仕事が終わって家に帰り、お気に入りのスイーツを楽しんでひと時のリラックスタイムを過ごす……これが日課になっている方は少なくないと思います。

しかし、甘いものの食べ過ぎは不眠の原因になります。とくに、夜遅くのスイーツには気を付けなければいけません。

甘いものが不眠をまねく理由

なぜ甘いものを食べ過ぎが不眠の原因になるのでしょうか。キーワードは「血糖値」「インスリン」「アドレナリン」の3つです。

まず、ケーキやチョコレートなどの甘いものを食べると、血糖値が急激に上昇します。これだけなら、睡眠にそれほど悪影響はありません。

しかし、血糖値の急激な上昇は、体にとって大きな負担です。そのため、一度上がった血糖値を下げようとして、今度はインスリンが分泌され始めます。
(インスリンは血糖値を下げるホルモン)

インスリンが放出されても、まだ睡眠には大きな問題は生じません。しかし、血糖値が下がってくると、今度はアドレナリンの分泌が始まります。インスリンの影響で血糖値が下がりすぎてしまったら、命に関わる危険性があります。そのため、糖を作る働きのあるアドレナリンを分泌して、血糖値を正常に戻そうとするのです。

ここまでの流れを整理すると、次のようになります。

  1. 甘いものを食べて血糖値が上昇する
  2. インスリンが分泌されて血糖値が下がる
  3. 血糖値の下がりすぎを防ぐため、アドレナリンが分泌される

ここで問題になるのはアドレナリンです。アドレナリンは脳を興奮させる物質です。そのため、寝る前に分泌されると目が冴えて眠れなくなります。これが、甘い物が不眠をまねく理由です。

ただ眠れなくなるだけならまだいいのですが、実は続きがあります。寝る前に甘いものを食べるのが習慣になると、インスリンの制御が狂ってしまうのです。インスリンが過剰に分泌されて、慢性的な低血糖におちいってしまう可能性が出てきます。

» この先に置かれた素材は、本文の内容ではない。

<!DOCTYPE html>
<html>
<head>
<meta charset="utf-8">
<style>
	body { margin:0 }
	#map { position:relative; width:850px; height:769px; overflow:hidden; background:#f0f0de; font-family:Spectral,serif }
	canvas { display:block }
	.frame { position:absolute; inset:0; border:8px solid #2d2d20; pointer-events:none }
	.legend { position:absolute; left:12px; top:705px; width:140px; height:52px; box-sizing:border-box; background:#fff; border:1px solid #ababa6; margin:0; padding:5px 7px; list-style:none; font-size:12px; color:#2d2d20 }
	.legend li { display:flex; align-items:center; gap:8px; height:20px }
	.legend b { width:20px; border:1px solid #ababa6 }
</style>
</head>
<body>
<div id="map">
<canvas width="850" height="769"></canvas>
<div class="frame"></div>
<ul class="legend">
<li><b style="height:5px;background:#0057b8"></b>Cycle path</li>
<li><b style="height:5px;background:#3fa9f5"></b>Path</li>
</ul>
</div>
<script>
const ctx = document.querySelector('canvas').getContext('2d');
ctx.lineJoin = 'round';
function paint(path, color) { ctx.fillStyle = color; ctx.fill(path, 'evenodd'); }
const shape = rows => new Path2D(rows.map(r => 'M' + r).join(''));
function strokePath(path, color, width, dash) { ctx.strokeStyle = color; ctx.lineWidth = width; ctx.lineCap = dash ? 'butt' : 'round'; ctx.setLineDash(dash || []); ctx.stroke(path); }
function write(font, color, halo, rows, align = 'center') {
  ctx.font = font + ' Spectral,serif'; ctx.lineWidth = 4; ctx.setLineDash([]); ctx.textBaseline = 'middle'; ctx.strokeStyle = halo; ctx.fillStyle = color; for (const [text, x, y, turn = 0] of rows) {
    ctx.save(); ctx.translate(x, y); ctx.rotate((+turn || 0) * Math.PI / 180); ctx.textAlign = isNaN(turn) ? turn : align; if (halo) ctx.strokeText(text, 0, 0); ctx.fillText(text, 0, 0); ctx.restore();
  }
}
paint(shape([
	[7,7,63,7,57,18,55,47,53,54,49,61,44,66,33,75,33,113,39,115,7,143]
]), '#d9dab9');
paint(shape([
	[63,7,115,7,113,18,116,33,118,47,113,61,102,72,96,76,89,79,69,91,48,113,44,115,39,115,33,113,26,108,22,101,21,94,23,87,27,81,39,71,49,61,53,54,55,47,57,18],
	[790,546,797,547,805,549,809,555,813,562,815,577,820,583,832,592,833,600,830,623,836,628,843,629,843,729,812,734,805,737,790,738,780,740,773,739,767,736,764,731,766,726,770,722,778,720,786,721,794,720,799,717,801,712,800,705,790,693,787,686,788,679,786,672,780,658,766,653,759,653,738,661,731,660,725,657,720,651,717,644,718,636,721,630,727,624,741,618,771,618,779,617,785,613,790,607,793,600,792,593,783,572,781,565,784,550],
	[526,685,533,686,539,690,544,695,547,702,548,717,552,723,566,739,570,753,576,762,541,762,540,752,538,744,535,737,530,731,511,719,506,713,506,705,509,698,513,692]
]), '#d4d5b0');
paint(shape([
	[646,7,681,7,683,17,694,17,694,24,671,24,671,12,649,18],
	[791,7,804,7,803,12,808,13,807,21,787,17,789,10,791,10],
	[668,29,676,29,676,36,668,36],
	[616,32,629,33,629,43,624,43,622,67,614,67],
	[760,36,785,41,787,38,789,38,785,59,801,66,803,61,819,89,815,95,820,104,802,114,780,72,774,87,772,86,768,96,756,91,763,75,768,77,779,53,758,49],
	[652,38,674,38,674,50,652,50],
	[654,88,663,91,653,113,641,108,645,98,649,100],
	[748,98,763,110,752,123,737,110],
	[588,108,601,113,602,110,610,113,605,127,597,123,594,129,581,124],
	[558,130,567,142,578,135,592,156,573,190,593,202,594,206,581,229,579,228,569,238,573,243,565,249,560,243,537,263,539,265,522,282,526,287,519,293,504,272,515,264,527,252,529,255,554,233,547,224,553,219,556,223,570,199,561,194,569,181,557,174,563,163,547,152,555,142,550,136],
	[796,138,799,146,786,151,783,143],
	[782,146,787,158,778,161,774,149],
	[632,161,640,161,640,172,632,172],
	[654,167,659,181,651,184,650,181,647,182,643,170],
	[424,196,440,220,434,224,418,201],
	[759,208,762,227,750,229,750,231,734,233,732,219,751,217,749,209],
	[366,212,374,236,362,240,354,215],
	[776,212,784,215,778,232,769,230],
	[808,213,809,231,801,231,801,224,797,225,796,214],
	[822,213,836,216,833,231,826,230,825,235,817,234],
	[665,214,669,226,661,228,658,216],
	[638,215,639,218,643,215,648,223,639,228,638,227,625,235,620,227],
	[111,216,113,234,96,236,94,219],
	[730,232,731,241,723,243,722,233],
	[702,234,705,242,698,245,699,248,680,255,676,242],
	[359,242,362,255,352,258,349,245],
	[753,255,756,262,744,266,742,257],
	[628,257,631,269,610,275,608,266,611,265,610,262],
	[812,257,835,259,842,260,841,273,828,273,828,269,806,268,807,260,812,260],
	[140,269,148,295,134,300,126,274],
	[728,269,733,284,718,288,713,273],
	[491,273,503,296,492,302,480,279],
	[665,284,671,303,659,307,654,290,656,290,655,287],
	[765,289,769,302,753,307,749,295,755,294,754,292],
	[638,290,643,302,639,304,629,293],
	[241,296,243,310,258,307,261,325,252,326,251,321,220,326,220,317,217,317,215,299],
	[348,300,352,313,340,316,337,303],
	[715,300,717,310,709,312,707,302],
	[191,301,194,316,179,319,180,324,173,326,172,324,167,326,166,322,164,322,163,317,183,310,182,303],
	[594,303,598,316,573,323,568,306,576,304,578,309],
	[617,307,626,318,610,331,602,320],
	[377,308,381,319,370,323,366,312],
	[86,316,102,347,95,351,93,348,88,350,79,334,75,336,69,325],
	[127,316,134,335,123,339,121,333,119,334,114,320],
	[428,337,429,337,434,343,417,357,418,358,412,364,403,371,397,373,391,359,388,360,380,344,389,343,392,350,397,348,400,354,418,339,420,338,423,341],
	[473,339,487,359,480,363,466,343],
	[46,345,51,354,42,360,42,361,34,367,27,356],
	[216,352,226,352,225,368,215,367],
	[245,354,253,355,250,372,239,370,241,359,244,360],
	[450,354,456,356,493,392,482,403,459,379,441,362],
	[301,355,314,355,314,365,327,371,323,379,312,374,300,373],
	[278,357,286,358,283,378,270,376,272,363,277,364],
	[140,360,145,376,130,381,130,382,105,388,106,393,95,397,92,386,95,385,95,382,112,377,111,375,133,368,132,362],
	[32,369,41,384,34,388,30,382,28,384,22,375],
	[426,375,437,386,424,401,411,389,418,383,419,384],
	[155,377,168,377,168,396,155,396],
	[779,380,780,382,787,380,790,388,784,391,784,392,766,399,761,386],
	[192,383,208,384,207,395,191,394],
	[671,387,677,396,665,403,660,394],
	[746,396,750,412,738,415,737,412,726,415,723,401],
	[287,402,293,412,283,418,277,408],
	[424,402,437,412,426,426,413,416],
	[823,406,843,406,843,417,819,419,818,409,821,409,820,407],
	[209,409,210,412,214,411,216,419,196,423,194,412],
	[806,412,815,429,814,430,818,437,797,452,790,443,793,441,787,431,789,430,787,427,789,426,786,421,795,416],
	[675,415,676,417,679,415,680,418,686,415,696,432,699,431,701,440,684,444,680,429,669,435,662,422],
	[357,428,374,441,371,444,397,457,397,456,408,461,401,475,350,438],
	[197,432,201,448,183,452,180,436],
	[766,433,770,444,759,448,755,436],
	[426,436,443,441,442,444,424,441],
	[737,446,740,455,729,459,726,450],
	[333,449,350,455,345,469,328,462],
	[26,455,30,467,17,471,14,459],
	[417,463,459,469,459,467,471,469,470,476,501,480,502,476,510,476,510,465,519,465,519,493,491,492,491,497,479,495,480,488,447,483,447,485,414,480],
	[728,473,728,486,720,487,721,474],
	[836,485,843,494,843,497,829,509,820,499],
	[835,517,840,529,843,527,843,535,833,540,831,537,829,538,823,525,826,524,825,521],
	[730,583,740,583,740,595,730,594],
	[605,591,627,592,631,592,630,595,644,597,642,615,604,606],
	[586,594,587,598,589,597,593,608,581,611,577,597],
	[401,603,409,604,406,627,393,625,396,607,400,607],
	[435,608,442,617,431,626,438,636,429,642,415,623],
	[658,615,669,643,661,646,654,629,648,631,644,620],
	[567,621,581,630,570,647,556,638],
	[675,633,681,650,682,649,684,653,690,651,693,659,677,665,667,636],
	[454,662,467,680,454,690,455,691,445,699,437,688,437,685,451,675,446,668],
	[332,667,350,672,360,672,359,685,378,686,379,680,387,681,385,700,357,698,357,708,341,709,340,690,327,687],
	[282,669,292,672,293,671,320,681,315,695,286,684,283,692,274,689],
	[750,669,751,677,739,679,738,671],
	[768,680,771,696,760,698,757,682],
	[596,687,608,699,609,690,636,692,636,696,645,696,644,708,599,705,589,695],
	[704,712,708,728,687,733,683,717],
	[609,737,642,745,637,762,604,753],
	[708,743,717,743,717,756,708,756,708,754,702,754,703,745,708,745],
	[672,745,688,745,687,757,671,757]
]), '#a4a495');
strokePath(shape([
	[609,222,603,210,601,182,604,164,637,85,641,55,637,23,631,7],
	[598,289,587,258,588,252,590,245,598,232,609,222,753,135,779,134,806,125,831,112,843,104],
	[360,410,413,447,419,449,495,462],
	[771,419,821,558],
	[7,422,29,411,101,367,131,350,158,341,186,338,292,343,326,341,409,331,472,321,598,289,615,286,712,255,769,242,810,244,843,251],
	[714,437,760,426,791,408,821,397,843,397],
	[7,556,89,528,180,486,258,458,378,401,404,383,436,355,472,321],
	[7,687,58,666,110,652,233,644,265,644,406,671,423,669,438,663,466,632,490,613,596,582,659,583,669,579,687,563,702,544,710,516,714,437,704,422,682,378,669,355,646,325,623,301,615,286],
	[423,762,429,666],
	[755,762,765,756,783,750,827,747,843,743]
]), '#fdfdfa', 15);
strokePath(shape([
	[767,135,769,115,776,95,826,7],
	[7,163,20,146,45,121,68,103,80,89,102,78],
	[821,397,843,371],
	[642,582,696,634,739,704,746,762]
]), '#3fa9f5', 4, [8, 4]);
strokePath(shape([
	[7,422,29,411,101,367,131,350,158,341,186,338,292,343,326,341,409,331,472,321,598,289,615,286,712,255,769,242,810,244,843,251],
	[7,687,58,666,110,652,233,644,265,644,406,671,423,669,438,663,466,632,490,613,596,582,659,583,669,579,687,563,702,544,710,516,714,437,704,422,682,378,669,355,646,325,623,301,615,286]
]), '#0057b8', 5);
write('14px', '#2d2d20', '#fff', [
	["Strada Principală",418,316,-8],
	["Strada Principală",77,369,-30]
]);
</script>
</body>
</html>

こうなると、血糖値を上げるためにアドレナリンの分泌も増えて、脳はずっと興奮し続けます。脳が興奮したままの状態だと、たとえ眠りにつくことはできても、深い睡眠が得られなくなります。

深い睡眠がとれないと、脳と体の疲れが回復しきれなくなります。そのせいで、朝の目覚めの悪さや、熟睡感の欠如といった不眠症状が現れる恐れもあります。

甘いものとうまく付き合う

もちろん「甘いものを食べてはダメ!」というわけではありません。甘いものにはリラックス効果があります。また、仕事が終わったあとにスイーツを楽しむのは、精神的ストレスを緩和するにはうってつけの方法です。

ただし、甘いものを食べるのは夕食を済ませてからです。主食でお腹がいっぱいになっていれば、スイーツをドカ食いすることが防げるからです。睡眠に悪影響をおよぼさない範囲で、甘いものを楽しみましょう。